出所:MARKETSPEEDⅡを元に筆者作成

 

 上の図3は、日経平均の直近高値である昨年10月2日を起点とした線形回帰トレンドですが、日経平均は今年の1月に入って+1σ(シグマ)の線を上抜けるところまで値を戻し、+2σも射程圏内に捉えています。

 +2σまでの株価上昇は「下落トレンドの中の戻り」ですが、ココからさらに上を目指していくには「下落トレンドから脱する戻り」へと局面が変わることになりますので、いったん戻り待ち売りや利益確定売りが出やすい価格水準になります。先週末時点の+2σは2万1,224円ですので、2万1,000円台乗せ後の動きが重要になってきます。

 同様に、週足でも見ていきます。

■(図4)日経平均(週足)の線形回帰トレンド(2019年2月1日取引終了時点)

出所:MARKETSPEEDⅡを元に筆者作成

 

 週足では、昨年までの上昇トレンドが始まった2016年6月下旬を起点に線形回帰トレンドを描いていますが、こちらは−2σのところまで株価が戻してきたところに位置しており、「上昇トレンド下限の線への回復」が試されている状況となっています。

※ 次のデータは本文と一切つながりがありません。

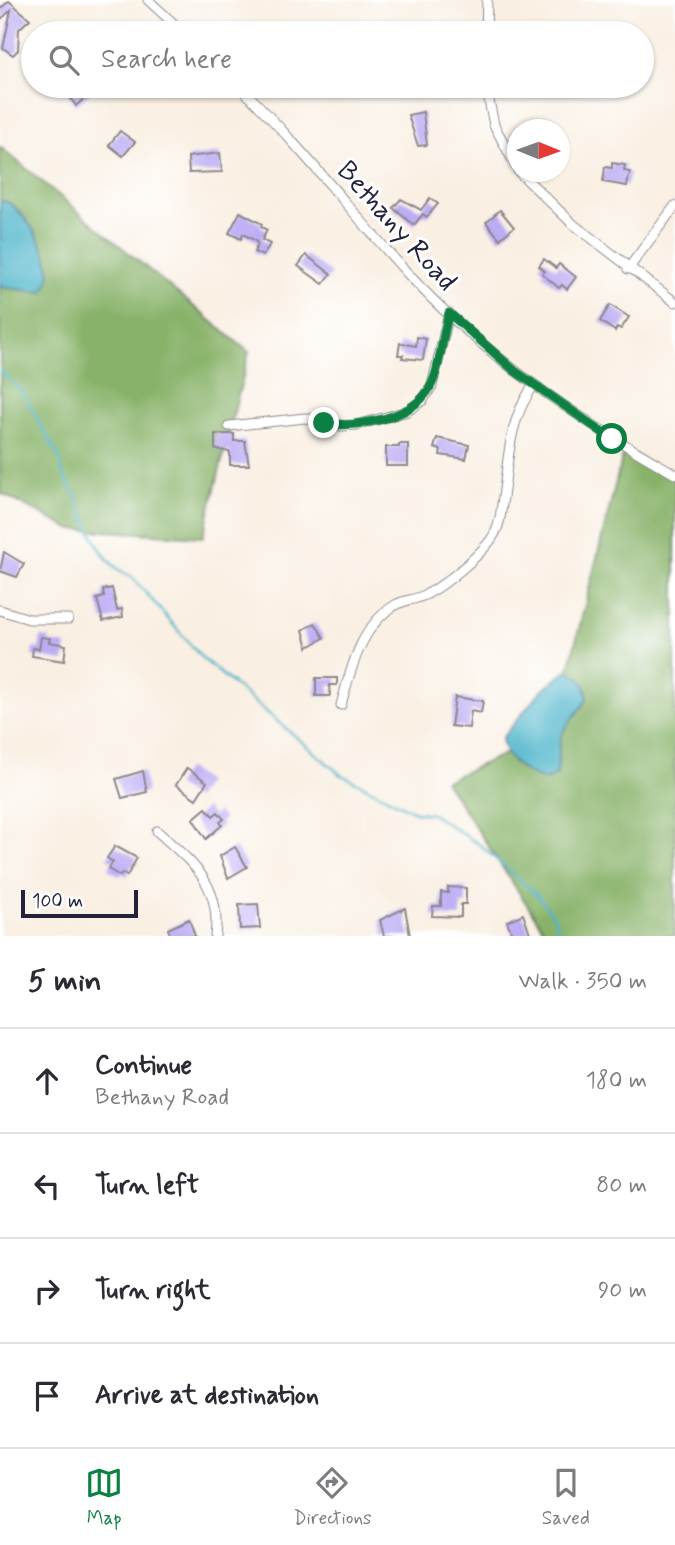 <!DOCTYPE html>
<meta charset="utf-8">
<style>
:root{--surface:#fff;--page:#f2f2f3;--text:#2b2b33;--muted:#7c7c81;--line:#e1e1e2;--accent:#0b8043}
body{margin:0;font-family:Mynerve,sans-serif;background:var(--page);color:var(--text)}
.compass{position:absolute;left:507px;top:119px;width:63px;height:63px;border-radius:50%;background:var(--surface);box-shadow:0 2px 5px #0004;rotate:91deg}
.scale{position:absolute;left:21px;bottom:18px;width:117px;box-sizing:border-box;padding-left:7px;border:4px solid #22223b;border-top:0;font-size:19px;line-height:24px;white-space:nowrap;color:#22223b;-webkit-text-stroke:5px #fff;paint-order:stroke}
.stop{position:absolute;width:21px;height:21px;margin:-16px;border:5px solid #0b8043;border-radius:50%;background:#fff}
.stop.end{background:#0b8043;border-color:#fff;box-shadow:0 2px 7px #0008}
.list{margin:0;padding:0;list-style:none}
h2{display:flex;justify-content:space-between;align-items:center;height:91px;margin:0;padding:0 28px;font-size:30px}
h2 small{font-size:23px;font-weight:400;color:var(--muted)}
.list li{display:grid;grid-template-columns:46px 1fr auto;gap:21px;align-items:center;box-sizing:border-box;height:105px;padding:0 28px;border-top:2px solid var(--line)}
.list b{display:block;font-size:26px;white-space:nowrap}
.list p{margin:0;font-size:23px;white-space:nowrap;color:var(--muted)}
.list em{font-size:23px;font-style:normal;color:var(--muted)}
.icon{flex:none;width:38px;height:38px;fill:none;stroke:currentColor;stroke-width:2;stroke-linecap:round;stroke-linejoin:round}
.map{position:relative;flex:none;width:675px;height:936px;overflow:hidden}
.search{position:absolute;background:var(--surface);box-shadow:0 2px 5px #0004;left:21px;right:21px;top:21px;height:77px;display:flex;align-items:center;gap:18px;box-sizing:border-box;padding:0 24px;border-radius:38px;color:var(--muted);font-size:26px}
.sheet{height:511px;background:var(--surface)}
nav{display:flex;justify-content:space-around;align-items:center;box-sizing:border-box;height:98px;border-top:2px solid var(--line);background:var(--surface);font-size:19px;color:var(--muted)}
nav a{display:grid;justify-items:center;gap:4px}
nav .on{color:var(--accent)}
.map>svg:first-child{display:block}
.forest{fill:#88b269;stroke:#556a52;stroke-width:2}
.water{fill:#4ab3c9;stroke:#366a82;stroke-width:2}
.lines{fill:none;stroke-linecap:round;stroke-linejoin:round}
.stream{stroke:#4ab3c9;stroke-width:2.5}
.building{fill:#bcacf4}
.minor-casing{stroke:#8e888e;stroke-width:11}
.minor{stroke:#fff;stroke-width:9}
.route{stroke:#0b8043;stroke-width:9}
.labels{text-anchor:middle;stroke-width:6;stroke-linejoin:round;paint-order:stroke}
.street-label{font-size:28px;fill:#22223b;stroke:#fff}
</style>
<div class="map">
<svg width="675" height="936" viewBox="0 0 675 936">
<rect width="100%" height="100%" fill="#fff"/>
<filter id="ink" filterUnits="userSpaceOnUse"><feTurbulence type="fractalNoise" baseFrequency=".0143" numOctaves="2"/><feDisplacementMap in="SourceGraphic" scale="14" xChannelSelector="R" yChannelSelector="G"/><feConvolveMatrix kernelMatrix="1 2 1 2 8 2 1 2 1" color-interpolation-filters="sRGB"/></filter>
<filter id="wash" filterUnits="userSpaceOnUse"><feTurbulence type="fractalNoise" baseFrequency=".00686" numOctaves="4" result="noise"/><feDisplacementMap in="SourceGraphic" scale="28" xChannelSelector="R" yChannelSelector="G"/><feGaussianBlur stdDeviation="1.57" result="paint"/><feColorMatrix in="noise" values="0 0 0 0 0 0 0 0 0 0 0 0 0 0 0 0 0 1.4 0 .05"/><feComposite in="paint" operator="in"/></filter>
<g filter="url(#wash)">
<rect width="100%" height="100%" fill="#f9efe2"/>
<g class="forest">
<path d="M0,147L249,352L203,537L70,529L0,493Z"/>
<path d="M624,450L675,477V936H548L445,781L553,732Z"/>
</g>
<g class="water">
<path d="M6,201C27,212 66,272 42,292L0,287V202Z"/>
<path d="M566,671C580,675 588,685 587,700C560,735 559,729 557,775L545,780C525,774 503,760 502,738L540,692Z"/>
</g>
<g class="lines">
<path class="stream" d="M0,370L23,393L61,461C60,476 69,482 75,495C88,523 100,566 132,577L202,658L340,774L415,812L432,814L480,845L539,897L555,918L559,936"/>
</g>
<g id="blocks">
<g class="building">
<path d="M9,1L30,19L19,29L18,50L13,55L3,48L11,10L0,20V9Z"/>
<path d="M63,86H85L91,92L76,106Z"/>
<path d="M423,112L427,145L418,146L408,115Z"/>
<path d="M120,131L135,142L123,156L109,145Z"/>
<path d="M220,153L222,172L189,173L188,157Z"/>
<path d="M612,163L625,165L624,171L630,172L627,186L603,182L605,167L612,168Z"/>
<path d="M430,198L438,204L427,217L423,214L414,225L393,208L401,199L421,210Z"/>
<path d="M500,210L514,227L500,239L486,222Z"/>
<path d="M240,212L262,224L261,227L267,230L262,240L270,244L263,256L254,252L258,244L254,240L243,234L241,239L229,233Z"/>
<path d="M306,255L331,274L323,284L298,266Z"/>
<path d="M544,259L556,268L559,264L576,277L567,289L562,285L559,288L542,274L545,271L539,266Z"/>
<path d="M610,305L629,317L621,329L617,327L615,331L600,321Z"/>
<path d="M417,337L426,339L423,360L402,358L403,355H398L400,343L416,346Z"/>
<path d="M215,434H234V441H245L249,465H230V452L215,449Z"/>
<path d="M437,438L469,445L466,459L440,455L441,450L434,448Z"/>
<path d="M399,444H408V466H386V447H399Z"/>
<path d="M4,552L24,564L17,577L0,571Z"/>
<path d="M112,588L117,610L122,609L123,617L103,621L97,599L104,597L103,590Z"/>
<path d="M315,623L324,638L308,647L303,630Z"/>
<path d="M41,637L50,638L49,642L66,645L64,661L32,656L33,648L39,649Z"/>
<path d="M316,678H337V685H329L330,696H316Z"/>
<path d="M455,697L483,701L481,713L471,711L469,728L451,726Z"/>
<path d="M187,768L207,782L196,799L176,785Z"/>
<path d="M143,771L147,792L122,798L116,779Z"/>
<path d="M206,808L213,816L218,812L224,819L220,822L222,825L206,839L193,819Z"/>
<path d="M115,846L137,858L127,876L122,873L120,876L108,869L113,862L107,858Z"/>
<path d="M235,847L247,867L228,878L220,856Z"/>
<path d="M448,887L466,888V904H461V917L432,916L433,906H441V892L448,893Z"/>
<path d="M258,904L260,928L240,929L239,905Z"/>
<path d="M405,908L410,936H384L380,920Z"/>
<path d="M523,914L531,936H513L507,921Z"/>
<path d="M189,919L195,936H171L168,929Z"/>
</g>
</g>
</g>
<g filter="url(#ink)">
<use href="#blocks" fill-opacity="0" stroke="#8e888e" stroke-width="2"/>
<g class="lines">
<g class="minor-casing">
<g id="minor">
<path d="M148,0L184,33"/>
<path d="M486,33L487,0"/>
<path d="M239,86C300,145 352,213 409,275C485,357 578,419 675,474"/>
<path d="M486,86L494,125L518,170"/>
<path d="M519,172L573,224L675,302"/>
<path d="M628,269L675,206"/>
<path d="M229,426L305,418L342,426L357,425L408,411L423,400L432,386L449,313"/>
<path d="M0,610L29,619H68"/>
<path d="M341,705C351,669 361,624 397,604C406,600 418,599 427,594C445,585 486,551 495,533C501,523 501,509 503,497C509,456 509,419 534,385"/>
<path d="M157,831C192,863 222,884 215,936"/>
</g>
</g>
<use href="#minor" class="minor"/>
</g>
</g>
<g class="lines" filter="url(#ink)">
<path class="route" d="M324,423C345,427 361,424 383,419C445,402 434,366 449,313L515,371L612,439"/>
</g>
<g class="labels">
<g class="street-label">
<text transform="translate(398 225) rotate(48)" y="10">Bethany Road</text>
</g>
</g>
</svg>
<svg class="compass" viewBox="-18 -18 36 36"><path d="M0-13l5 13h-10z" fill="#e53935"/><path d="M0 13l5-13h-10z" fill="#7c7c81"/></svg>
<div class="scale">100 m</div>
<div class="stop" style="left:612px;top:439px"></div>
<div class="stop end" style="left:324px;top:423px"></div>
<div class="search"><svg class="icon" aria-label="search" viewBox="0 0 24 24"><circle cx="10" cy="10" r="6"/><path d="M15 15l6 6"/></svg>Search here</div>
</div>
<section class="sheet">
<h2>5 min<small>Walk · 350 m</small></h2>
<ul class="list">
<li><svg class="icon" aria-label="ahead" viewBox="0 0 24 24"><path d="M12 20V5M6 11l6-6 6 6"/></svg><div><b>Continue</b><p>Bethany Road</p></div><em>180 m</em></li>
<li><svg class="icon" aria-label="left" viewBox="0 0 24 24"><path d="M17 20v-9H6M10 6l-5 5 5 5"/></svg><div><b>Turn left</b></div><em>80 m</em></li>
<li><svg class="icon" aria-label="right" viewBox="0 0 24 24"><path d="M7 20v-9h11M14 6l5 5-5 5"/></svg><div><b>Turn right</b></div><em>90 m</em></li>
<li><svg class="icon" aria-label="arrive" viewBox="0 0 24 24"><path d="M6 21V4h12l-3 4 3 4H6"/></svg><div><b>Arrive at destination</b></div></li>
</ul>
</section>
<nav>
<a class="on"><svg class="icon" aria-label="map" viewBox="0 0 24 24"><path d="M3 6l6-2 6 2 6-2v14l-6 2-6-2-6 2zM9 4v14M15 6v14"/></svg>Map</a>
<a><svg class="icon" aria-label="directions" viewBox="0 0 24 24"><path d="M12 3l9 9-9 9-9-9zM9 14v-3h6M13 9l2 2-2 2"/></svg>Directions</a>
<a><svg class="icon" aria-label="saved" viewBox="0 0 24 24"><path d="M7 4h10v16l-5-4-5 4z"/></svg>Saved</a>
</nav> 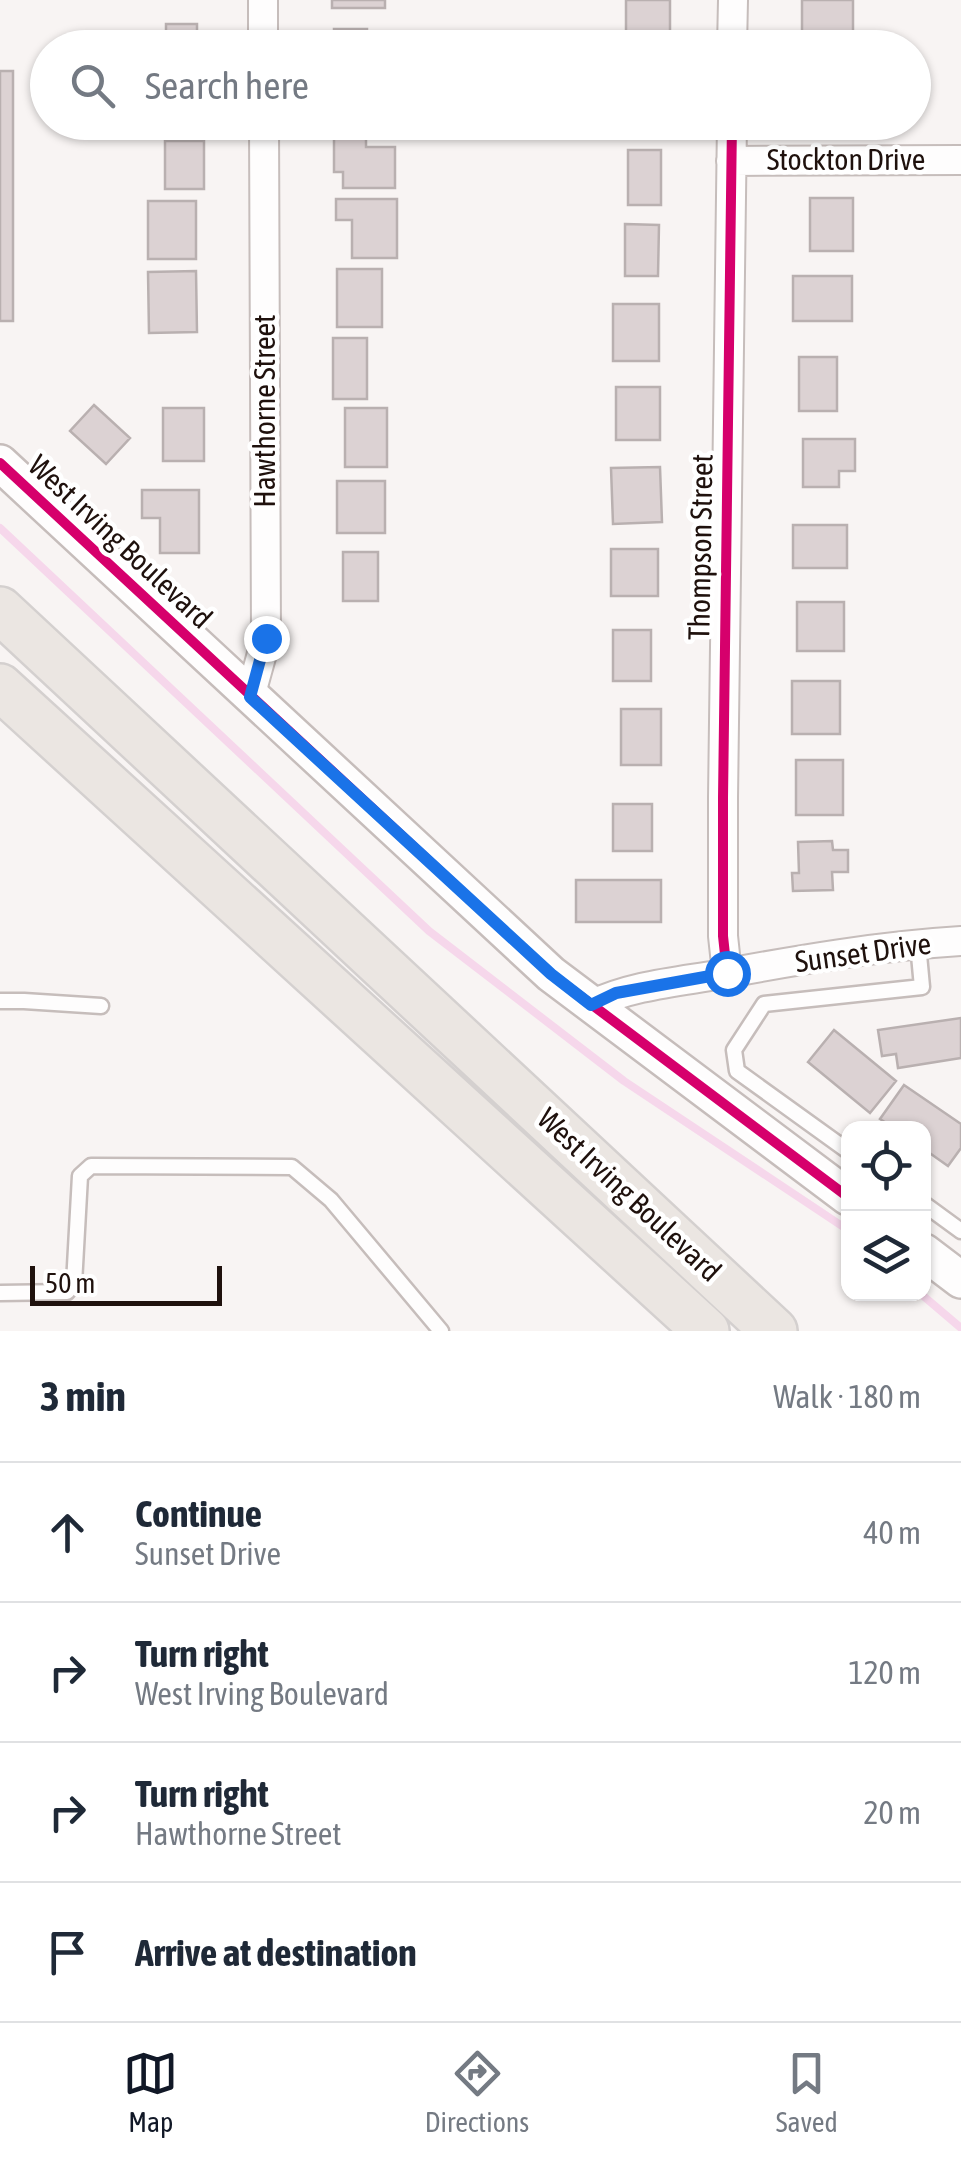 <!DOCTYPE html>
<meta charset="utf-8">
<style>
body{margin:0;font-family:"Asap Condensed",sans-serif;background:#f6f6f7;color:#1f2937}
.controls{position:absolute;right:30px;bottom:30px;display:grid;overflow:hidden;border-radius:20px;box-shadow:0 2px 8px #0004}
.controls button{width:90px;height:90px;display:grid;place-items:center;padding:0;border:0;border-bottom:2px solid #e0e1e3;background:#fff;color:#1f2937;font:50px sans-serif}
.scale{position:absolute;left:30px;bottom:25px;width:192px;box-sizing:border-box;padding-left:10px;border:5px solid #1f110d;border-top:0;font-size:28px;line-height:35px;white-space:nowrap;color:#1f110d;-webkit-text-stroke:8px #fff;paint-order:stroke}
.stop{position:absolute;width:30px;height:30px;margin:-22px;border:8px solid #1a73e8;border-radius:50%;background:#fff}
.stop.end{background:#1a73e8;border-color:#fff;box-shadow:0 2px 10px #0008}
.list{margin:0;padding:0;list-style:none}
h2{display:flex;justify-content:space-between;align-items:center;height:130px;margin:0;padding:0 40px;font-size:42px}
h2 small{font-size:32px;font-weight:400;color:#747a83}
.list li{display:grid;grid-template-columns:65px 1fr auto;gap:30px;align-items:center;box-sizing:border-box;height:140px;padding:0 40px;border-top:2px solid #e0e1e3}
.list b{display:block;font-size:38px;white-space:nowrap}
.list p{margin:0;font-size:32px;white-space:nowrap;color:#747a83}
.list em{font-size:32px;font-style:normal;color:#747a83}
.icon{flex:none;width:55px;height:55px;fill:none;stroke:currentColor;stroke-width:2;stroke-linecap:round;stroke-linejoin:round}
.map{position:relative;flex:none;width:961px;height:1331px;overflow:hidden}
.search{position:absolute;background:#fff;box-shadow:0 2px 8px #0004;left:30px;right:30px;top:30px;height:110px;display:flex;align-items:center;gap:25px;box-sizing:border-box;padding:0 35px;border-radius:55px;color:#747a83;font-size:38px}
.sheet{height:690px;background:#fff}
nav{display:flex;justify-content:space-around;align-items:center;box-sizing:border-box;height:140px;border-top:2px solid #e0e1e3;background:#fff;font-size:28px;color:#747a83}
nav a{display:grid;justify-items:center;gap:5px}
nav .on{color:#111827}
.map>svg:first-child{display:block}
.lines{fill:none;stroke-linecap:round;stroke-linejoin:round}
.stream{stroke:#f6d7eb;stroke-width:8}
.building{fill:#dcd2d3;stroke:#b9b0b0;stroke-width:2.5}
.service-casing{stroke:#c6bdbb;stroke-width:19}
.minor-casing{stroke:#c6bdbb;stroke-width:32}
.tertiary-casing{stroke:#c6bdbb;stroke-width:40}
.primary-casing{stroke:#d4d0cf;stroke-width:50}
.service{stroke:#fefdfd;stroke-width:14}
.minor{stroke:#fefdfd;stroke-width:28}
.tertiary{stroke:#fefdfd;stroke-width:35}
.primary{stroke:#ebe6e2;stroke-width:45}
.cycleway-casing{stroke:#fff;stroke-width:16}
.cycleway{stroke:#d6006c;stroke-width:10}
.route{stroke:#1a73e8;stroke-width:12}
.labels{text-anchor:middle;stroke-width:9;stroke-linejoin:round;paint-order:stroke}
.street-label{font-size:30px;fill:#1f110d;stroke:#fff}
</style>
<div class="map">
<svg width="961" height="1331" viewBox="0 0 961 1331">
<rect width="100%" height="100%" fill="#f8f4f3"/>
<g class="lines">
<!-- stream -->
<path class="stream" d="M0 528 429 931 624 1081 848 1230
M921 1294 961 1328"/>
</g>
<!-- building -->
<path class="building" d="M332 0H385V8H332Z
M626 0H670V48H626Z
M802 0H853V48H802Z
M166 24H197V48H166Z
M334 29H367V48H334Z
M0 71H13V321H0Z
M334 135H366V147H395V188H343V172H334Z
M165 141H204V189H165Z
M628 150H661V205H628Z
M810 198H853V251H810Z
M336 199H397V258H352V220H336Z
M148 201H196V259H148Z
M625 224 659 225 658 276H625Z
M337 269H382V327H337Z
M196 271 197 332 149 333 148 272Z
M793 276H852V321H793Z
M613 304H659V361H613Z
M333 338H367V399H333Z
M799 357H837V411H799Z
M616 387H660V440H616Z
M94 405 130 438 106 464 70 431Z
M163 408H204V461H163Z
M345 408H387V467H345Z
M803 439H855V471H839V487H803Z
M660 467 662 522 613 524 611 468Z
M337 481H385V533H337Z
M142 490H199V553H160V518H142Z
M793 525H847V568H793Z
M611 549H658V596H611Z
M343 552H378V601H343Z
M797 602H844V651H797Z
M613 630H651V681H613Z
M792 681H840V734H792Z
M621 709H661V765H621Z
M796 760H843V815H796Z
M613 804H652V851H613Z
M832 841 833 850H848V872H832L833 890 793 891 792 873H799L798 842Z
M576 880H661V922H576Z
M961 1018V1058L898 1068 896 1054 882 1056 878 1030Z
M834 1030 896 1081 870 1113 808 1062Z
M904 1085 961 1124V1148L948 1166 924 1149V1128H894L880 1119Z"/>
<g class="lines">
<!-- service casing -->
<g class="service-casing">
<path id="service" d="M0 1001H24L101 1006
M848 1151 737 1071 734 1050 764 1004 922 987 918 944
M924 1204 961 1231
M0 1293 67 1292 74 1284 80 1176 91 1166 292 1167 331 1200 441 1331"/>
</g>
<!-- minor casing -->
<g class="minor-casing">
<path id="minor" d="M263 0V48
M732 48 733 0
M731 161 961 160
M250 697 266 639 264 122
M727 973 723 936V798L732 122
M591 1005C630 986 675 982 717 975 798 960 879 946 961 941"/>
</g>
<!-- tertiary casing -->
<g class="tertiary-casing">
<path id="tertiary" d="M0 463 551 974 848 1197
M924 1252 961 1280"/>
</g>
<!-- primary casing -->
<g class="primary-casing">
<path id="primary" d="M0 610 774 1331
M0 687 706 1331"/>
</g>
<!-- service -->
<use href="#service" class="service"/>
<!-- minor -->
<use href="#minor" class="minor"/>
<!-- tertiary -->
<use href="#tertiary" class="tertiary"/>
<!-- primary -->
<use href="#primary" class="primary"/>
<!-- cycleway casing -->
<g class="cycleway-casing">
<path id="cycleway" d="M0 463 551 974 848 1197
M727 973 723 936V798L732 122"/>
</g>
<!-- cycleway -->
<use href="#cycleway" class="cycleway"/>
</g>
<g class="lines">
<!-- route -->
<path class="route" d="M266 638 250 697 551 974 591 1005 616 993 727 973"/>
</g>
<g class="labels">
<!-- street labels -->
<g class="street-label">
<text x="846" y="170">Stockton Drive</text>
<text transform="translate(265 411) rotate(-90)" y="10">Hawthorne Street</text>
<text transform="translate(120 542) rotate(43)" y="10">West Irving Boulevard</text>
<text transform="translate(701 547) rotate(-89)" y="10">Thompson Street</text>
<text transform="translate(863 953) rotate(-8)" y="10">Sunset Drive</text>
<text transform="translate(629 1195) rotate(43)" y="10">West Irving Boulevard</text>
</g>
</g>
</svg>
<div class="controls">
<button><svg class="icon" aria-label="locate" viewBox="0 0 24 24"><circle cx="12" cy="12" r="6"/><path d="M12 2v4M12 18v4M2 12h4M18 12h4"/></svg></button>
<button><svg class="icon" aria-label="layers" viewBox="0 0 24 24"><path d="M12 4l9 5-9 5-9-5zM3 14l9 5 9-5"/></svg></button>
</div>
<div class="scale">50 m</div>
<div class="stop" style="left:727px;top:973px"></div>
<div class="stop end" style="left:266px;top:638px"></div>
<div class="search"><svg class="icon" aria-label="search" viewBox="0 0 24 24"><circle cx="10" cy="10" r="6"/><path d="M15 15l6 6"/></svg>Search here</div>
</div>
<section class="sheet">
<h2>3 min<small>Walk · 180 m</small></h2>
<ul class="list">
<li><svg class="icon" aria-label="ahead" viewBox="0 0 24 24"><path d="M12 20V5M6 11l6-6 6 6"/></svg><div><b>Continue</b><p>Sunset Drive</p></div><em>40 m</em></li>
<li><svg class="icon" aria-label="right" viewBox="0 0 24 24"><path d="M7 20v-9h11M14 6l5 5-5 5"/></svg><div><b>Turn right</b><p>West Irving Boulevard</p></div><em>120 m</em></li>
<li><svg class="icon" aria-label="right" viewBox="0 0 24 24"><path d="M7 20v-9h11M14 6l5 5-5 5"/></svg><div><b>Turn right</b><p>Hawthorne Street</p></div><em>20 m</em></li>
<li><svg class="icon" aria-label="arrive" viewBox="0 0 24 24"><path d="M6 21V4h12l-3 4 3 4H6"/></svg><div><b>Arrive at destination</b></div></li>
</ul>
</section>
<nav>
<a class="on"><svg class="icon" aria-label="map" viewBox="0 0 24 24"><path d="M3 6l6-2 6 2 6-2v14l-6 2-6-2-6 2zM9 4v14M15 6v14"/></svg>Map</a>
<a><svg class="icon" aria-label="directions" viewBox="0 0 24 24"><path d="M12 3l9 9-9 9-9-9zM9 14v-3h6M13 9l2 2-2 2"/></svg>Directions</a>
<a><svg class="icon" aria-label="saved" viewBox="0 0 24 24"><path d="M7 4h10v16l-5-4-5 4z"/></svg>Saved</a>
</nav>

 基本的には、何だかんだで今週も堅調な展開がメインシナリオになりそうですが、移動平均線にも注目すると、26週と52週移動平均線が−1σを下抜けているほか、13週移動平均線が−2σを下抜けようとしています。値動きの中心線である移動平均線がトレンドの範囲を下抜けようとしているため、今週の相場展開が軟調となった際には注意が必要になりそうです。